Within the lines below, find those that hold the string "controls" and copy each one.

Task input:
──────────────────────────────
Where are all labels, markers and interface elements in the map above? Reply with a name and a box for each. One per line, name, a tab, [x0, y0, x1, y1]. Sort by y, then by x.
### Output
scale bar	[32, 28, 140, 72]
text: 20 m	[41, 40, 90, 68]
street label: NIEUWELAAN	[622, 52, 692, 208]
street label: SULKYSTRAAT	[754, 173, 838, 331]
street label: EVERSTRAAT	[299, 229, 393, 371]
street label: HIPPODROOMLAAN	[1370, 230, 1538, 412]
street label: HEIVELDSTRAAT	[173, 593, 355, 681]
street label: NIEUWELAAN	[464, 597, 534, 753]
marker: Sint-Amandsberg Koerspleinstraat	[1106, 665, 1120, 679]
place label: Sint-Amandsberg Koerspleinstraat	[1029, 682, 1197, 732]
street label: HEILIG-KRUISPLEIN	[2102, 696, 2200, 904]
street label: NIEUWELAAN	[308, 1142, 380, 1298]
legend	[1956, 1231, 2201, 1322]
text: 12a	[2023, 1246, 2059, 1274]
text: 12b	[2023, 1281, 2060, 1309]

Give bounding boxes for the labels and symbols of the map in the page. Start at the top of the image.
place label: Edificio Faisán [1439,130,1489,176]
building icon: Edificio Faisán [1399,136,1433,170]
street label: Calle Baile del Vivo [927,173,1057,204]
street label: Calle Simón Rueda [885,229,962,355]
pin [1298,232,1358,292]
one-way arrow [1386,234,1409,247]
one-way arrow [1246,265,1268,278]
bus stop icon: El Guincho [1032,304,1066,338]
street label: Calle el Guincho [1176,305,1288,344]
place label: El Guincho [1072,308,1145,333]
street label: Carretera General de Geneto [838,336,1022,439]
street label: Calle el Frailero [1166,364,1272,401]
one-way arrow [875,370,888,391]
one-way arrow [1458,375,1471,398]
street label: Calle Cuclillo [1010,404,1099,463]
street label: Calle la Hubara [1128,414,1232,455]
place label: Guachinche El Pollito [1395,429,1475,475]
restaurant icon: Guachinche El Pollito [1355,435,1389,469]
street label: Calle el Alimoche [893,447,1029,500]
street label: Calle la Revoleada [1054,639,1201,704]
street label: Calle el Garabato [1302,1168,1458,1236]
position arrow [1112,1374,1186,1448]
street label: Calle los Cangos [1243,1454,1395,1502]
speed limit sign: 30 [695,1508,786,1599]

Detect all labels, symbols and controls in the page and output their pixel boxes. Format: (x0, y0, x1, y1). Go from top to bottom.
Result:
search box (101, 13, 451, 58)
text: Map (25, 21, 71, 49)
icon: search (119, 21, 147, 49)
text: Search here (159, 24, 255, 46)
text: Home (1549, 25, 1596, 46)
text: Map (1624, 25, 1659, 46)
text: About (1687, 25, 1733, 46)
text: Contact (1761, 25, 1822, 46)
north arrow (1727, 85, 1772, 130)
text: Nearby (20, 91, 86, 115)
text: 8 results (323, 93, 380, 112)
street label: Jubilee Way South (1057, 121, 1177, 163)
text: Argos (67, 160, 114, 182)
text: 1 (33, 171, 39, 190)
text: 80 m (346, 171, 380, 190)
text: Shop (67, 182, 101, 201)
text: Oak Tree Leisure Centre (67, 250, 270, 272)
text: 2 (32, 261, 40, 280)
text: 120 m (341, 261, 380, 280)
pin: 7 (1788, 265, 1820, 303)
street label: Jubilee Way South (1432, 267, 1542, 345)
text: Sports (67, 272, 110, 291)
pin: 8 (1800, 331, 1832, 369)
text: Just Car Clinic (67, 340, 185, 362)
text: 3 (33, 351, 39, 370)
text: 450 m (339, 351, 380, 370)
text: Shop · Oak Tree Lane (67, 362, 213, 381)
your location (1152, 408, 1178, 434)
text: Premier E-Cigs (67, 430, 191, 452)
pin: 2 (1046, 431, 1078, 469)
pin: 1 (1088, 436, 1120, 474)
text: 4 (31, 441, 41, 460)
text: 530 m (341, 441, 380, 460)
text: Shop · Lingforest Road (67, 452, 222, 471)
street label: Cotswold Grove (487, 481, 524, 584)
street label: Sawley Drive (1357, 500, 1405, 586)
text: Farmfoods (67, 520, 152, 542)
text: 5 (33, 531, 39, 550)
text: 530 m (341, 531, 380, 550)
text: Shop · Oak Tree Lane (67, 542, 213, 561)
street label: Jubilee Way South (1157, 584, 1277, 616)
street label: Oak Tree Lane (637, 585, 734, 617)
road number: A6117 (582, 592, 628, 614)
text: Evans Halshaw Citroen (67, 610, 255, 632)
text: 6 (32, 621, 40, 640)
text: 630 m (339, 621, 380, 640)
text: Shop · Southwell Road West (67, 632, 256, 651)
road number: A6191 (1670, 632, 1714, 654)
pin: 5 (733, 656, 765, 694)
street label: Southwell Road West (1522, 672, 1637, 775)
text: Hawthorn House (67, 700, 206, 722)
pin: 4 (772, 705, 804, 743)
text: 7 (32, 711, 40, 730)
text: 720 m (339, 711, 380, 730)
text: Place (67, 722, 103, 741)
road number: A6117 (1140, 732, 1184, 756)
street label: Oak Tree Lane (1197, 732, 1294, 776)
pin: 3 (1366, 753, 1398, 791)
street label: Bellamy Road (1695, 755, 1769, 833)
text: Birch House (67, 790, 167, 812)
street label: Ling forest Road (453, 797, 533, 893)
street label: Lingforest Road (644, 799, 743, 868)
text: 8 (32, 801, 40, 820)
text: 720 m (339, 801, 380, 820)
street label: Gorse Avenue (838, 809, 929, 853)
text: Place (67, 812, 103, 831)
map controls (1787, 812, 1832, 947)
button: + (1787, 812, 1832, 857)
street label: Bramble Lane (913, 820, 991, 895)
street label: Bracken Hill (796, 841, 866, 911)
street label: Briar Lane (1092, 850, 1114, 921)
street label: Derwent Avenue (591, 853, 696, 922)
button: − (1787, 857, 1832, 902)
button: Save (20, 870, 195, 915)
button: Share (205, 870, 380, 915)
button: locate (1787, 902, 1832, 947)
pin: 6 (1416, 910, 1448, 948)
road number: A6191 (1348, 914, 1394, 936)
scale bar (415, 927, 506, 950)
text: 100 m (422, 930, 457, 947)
──────────────────────────────
Solution to this exercise:
Detect all labels, symbols and controls in the page and output their pixel boxes. Format: (x0, y0, x1, y1). Go from top to bottom.
map controls (1787, 812, 1832, 947)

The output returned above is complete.